• To do
Scan the lines below for the string "Quick" and report how many lines contain it, giving only the number.

• Saved data entries
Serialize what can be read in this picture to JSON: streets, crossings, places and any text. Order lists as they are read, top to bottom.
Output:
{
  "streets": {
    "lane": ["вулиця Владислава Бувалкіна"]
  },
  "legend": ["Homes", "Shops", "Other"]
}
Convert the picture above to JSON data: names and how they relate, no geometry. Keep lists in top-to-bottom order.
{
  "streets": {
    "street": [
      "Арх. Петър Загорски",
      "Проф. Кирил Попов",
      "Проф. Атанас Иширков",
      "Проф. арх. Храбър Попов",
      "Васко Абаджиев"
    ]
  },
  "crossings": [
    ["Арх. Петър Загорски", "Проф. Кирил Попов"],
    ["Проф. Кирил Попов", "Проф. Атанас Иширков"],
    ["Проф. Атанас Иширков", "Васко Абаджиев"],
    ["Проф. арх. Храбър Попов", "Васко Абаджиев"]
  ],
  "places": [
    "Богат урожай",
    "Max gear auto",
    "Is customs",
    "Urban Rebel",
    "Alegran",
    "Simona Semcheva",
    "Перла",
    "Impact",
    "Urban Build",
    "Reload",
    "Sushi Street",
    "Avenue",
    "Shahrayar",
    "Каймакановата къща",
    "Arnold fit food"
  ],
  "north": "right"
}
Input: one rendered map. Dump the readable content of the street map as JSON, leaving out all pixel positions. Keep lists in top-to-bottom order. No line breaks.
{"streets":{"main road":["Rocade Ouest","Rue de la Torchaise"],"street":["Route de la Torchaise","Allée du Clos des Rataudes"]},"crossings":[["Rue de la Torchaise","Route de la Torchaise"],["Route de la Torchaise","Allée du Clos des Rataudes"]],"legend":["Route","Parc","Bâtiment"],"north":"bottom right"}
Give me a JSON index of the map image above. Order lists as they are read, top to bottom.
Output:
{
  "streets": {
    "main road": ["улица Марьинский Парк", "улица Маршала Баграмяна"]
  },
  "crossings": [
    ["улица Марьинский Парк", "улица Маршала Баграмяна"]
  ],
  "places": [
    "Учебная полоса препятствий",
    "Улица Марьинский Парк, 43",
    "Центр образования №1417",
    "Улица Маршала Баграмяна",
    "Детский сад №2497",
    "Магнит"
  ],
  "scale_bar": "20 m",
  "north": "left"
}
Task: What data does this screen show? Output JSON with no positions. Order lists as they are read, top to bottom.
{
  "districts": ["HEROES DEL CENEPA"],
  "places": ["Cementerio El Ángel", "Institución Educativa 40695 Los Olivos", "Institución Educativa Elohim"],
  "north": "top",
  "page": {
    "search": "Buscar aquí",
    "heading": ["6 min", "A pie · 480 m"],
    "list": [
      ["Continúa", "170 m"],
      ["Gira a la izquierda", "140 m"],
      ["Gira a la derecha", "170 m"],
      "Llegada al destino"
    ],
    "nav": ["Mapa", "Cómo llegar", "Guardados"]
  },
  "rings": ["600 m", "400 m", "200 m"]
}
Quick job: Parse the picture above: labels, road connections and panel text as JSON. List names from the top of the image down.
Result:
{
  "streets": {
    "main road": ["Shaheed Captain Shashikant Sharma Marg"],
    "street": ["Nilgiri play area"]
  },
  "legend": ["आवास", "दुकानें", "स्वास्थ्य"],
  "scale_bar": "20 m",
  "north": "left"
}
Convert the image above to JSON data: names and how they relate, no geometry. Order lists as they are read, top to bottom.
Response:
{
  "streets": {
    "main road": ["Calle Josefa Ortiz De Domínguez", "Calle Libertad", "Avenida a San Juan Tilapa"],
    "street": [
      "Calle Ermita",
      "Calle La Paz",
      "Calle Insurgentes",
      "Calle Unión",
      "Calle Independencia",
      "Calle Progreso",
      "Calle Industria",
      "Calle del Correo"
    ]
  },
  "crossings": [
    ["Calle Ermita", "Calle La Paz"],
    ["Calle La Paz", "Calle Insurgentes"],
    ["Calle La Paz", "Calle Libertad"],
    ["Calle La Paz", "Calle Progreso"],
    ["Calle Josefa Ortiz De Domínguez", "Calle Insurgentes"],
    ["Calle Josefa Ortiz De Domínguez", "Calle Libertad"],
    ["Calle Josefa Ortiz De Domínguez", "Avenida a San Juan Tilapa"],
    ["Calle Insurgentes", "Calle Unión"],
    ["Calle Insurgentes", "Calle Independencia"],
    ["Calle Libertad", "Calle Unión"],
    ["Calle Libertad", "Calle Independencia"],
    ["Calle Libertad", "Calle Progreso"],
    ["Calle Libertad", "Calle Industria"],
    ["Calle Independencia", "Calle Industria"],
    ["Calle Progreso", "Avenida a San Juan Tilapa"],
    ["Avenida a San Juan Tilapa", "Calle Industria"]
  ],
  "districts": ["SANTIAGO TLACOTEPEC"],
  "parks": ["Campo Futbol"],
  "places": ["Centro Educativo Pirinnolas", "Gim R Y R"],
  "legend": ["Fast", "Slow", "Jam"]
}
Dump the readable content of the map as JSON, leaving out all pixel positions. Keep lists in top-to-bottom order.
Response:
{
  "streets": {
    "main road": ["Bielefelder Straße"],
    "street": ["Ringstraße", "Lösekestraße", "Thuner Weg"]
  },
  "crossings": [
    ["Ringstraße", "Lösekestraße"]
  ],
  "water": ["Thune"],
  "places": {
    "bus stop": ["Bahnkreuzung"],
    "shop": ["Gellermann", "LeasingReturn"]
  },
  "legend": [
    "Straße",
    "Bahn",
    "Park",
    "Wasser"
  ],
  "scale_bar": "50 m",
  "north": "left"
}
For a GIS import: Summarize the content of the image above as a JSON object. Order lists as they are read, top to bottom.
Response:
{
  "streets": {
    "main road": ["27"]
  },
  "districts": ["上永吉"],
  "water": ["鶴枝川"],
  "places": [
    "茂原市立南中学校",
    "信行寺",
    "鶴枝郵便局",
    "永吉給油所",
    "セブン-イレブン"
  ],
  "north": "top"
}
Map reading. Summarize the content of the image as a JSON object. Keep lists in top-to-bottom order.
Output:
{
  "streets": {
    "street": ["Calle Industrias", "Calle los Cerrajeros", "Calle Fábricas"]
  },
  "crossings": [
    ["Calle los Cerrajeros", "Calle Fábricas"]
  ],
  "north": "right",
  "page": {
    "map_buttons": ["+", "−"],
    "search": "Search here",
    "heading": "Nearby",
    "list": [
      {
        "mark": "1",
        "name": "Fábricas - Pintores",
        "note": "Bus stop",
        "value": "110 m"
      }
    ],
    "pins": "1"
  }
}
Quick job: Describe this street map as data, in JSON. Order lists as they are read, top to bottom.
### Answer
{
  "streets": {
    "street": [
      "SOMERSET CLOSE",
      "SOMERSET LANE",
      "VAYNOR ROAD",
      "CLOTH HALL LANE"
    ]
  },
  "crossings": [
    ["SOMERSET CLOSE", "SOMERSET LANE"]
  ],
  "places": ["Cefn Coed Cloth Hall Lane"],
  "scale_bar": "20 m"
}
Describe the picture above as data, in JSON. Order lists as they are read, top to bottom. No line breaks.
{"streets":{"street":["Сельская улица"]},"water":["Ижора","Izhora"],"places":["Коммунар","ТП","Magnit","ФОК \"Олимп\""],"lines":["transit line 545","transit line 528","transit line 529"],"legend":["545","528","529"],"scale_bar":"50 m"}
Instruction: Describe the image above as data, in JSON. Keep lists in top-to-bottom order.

• Exercise output
2